PROBLEM DESCRIPTION ::
Please tally the lines below that contain the string "Start" and reply with that figure only.
####
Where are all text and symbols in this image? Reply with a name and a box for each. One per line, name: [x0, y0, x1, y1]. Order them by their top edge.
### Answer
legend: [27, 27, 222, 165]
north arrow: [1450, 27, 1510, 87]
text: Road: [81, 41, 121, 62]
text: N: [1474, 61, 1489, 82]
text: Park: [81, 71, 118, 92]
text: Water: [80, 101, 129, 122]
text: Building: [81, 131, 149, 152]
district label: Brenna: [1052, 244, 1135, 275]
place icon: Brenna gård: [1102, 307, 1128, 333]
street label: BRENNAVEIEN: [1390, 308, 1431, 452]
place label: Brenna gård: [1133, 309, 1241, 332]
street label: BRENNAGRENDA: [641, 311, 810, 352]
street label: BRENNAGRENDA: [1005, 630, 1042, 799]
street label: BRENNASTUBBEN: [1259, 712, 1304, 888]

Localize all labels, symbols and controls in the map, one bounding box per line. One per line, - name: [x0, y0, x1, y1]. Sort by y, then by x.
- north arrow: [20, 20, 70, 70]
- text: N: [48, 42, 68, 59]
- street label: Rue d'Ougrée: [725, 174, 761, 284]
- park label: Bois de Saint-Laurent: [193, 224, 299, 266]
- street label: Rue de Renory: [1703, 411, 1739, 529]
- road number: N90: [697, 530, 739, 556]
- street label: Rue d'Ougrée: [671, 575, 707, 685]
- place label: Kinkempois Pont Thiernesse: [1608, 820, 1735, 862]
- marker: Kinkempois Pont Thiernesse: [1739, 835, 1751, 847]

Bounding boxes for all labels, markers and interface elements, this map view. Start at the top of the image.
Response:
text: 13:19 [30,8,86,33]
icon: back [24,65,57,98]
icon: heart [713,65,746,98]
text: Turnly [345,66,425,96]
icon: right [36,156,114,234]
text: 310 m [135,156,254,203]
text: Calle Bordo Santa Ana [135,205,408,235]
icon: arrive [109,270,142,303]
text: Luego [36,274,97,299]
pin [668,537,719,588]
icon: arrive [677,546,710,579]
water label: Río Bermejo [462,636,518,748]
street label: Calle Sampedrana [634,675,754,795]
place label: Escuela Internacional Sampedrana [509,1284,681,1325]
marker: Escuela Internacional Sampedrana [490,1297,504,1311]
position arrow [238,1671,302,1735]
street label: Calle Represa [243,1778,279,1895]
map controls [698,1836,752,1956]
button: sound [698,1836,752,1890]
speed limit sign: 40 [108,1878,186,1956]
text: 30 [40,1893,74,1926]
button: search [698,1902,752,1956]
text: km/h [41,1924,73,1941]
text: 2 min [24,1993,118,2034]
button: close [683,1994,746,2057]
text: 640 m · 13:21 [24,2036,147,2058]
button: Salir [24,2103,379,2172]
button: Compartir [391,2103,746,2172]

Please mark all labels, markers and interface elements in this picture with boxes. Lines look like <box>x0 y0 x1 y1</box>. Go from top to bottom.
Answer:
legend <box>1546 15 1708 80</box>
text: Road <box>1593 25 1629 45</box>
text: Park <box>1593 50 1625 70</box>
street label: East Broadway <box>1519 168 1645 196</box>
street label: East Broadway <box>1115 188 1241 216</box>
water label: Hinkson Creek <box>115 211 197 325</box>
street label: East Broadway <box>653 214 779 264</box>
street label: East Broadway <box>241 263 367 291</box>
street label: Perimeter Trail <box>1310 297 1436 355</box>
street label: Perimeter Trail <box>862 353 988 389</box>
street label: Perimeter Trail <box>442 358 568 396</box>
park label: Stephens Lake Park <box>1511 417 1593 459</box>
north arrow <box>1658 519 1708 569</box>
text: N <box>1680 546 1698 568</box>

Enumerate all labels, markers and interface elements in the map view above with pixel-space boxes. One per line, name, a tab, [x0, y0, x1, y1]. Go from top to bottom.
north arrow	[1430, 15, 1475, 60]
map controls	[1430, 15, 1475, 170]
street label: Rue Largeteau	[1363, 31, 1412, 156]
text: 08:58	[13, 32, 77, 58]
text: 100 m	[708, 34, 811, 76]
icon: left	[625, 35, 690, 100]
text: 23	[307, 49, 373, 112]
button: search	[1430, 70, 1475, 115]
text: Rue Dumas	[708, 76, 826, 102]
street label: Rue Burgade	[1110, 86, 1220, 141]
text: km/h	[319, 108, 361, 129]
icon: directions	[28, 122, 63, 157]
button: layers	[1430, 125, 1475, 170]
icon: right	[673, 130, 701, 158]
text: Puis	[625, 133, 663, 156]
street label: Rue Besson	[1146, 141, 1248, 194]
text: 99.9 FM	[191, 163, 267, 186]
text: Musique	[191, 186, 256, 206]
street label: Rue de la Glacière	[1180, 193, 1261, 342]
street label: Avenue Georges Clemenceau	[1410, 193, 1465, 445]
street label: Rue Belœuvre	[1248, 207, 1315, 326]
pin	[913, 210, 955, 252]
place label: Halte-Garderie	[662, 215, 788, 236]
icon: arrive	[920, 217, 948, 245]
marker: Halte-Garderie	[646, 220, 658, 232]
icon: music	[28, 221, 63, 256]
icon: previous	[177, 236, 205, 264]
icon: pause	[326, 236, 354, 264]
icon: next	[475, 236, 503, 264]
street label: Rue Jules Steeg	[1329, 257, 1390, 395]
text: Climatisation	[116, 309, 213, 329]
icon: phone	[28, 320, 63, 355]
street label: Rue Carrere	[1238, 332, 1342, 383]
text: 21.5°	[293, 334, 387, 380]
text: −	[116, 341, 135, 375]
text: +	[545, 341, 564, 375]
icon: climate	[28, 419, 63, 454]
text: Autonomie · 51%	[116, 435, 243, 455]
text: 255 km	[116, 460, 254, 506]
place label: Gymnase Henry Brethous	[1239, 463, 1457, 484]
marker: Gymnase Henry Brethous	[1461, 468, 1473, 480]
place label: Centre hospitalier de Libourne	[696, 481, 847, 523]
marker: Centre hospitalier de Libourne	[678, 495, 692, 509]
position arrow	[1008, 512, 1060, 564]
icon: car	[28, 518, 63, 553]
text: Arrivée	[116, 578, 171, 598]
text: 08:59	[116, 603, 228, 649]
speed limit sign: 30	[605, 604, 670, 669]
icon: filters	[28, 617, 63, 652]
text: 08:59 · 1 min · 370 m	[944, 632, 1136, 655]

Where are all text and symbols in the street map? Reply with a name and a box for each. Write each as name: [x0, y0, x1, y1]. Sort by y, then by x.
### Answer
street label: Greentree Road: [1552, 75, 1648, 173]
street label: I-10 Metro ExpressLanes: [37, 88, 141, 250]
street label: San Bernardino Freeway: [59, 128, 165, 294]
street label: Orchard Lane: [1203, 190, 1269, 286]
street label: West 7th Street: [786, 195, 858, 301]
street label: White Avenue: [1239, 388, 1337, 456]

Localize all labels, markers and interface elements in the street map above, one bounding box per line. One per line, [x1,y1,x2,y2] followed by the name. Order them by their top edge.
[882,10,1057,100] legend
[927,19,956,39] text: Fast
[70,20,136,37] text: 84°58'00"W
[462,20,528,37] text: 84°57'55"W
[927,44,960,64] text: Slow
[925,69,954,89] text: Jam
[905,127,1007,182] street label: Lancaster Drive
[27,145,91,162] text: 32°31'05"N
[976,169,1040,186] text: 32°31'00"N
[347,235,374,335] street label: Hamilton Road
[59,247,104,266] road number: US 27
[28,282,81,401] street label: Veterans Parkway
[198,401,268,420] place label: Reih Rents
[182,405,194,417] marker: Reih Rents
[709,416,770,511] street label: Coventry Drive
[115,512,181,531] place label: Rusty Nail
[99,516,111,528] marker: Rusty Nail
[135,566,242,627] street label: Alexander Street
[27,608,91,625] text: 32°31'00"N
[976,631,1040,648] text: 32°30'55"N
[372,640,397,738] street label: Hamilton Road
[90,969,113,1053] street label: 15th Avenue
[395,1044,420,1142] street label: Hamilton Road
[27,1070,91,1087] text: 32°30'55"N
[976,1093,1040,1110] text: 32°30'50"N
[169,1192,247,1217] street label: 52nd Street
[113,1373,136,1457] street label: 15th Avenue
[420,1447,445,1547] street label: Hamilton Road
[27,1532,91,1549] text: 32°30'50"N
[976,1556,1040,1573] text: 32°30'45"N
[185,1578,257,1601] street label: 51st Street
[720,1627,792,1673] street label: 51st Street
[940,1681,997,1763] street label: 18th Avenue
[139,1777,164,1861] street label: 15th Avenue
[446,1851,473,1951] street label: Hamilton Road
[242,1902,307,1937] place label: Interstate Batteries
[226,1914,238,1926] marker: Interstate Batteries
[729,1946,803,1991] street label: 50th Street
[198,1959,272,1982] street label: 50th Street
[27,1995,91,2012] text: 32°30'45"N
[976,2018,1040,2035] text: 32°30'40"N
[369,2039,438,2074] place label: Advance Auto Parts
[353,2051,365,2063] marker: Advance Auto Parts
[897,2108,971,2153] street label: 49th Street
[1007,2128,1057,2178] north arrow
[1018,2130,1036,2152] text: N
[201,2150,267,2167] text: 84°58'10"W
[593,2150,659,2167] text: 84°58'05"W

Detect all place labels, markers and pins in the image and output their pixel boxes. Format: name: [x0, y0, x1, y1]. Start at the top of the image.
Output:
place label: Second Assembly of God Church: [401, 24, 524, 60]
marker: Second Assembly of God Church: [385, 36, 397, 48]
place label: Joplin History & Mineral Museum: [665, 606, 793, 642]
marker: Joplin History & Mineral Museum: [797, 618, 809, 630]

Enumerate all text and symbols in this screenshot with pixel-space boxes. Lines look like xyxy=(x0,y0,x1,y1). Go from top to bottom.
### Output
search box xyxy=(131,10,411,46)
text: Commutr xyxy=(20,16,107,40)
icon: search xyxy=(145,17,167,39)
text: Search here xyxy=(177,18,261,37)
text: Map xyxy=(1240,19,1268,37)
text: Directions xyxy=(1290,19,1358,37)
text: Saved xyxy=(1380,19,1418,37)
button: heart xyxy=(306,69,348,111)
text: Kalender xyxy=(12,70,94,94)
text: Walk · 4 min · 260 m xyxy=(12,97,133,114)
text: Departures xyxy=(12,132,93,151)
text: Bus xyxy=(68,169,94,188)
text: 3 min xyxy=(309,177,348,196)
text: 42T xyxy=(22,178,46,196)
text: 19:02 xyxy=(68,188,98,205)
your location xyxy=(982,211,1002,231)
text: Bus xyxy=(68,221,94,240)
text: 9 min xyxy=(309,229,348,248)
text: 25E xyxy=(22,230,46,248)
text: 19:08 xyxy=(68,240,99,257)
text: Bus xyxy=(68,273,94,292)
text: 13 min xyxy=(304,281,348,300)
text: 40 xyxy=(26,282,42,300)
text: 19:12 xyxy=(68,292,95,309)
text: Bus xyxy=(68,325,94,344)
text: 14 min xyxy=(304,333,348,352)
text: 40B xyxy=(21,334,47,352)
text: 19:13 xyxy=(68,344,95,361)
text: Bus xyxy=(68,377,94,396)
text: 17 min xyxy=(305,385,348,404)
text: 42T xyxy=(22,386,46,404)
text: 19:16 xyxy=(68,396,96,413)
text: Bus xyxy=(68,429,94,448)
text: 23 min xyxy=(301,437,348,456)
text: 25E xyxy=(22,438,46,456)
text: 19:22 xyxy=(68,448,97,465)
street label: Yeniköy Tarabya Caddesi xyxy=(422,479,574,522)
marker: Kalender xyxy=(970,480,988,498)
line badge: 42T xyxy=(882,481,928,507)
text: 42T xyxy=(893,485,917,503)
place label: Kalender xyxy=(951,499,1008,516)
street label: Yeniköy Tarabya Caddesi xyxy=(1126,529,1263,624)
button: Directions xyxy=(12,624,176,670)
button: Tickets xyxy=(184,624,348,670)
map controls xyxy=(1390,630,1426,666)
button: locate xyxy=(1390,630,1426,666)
####
COMPLETED TASK ::
2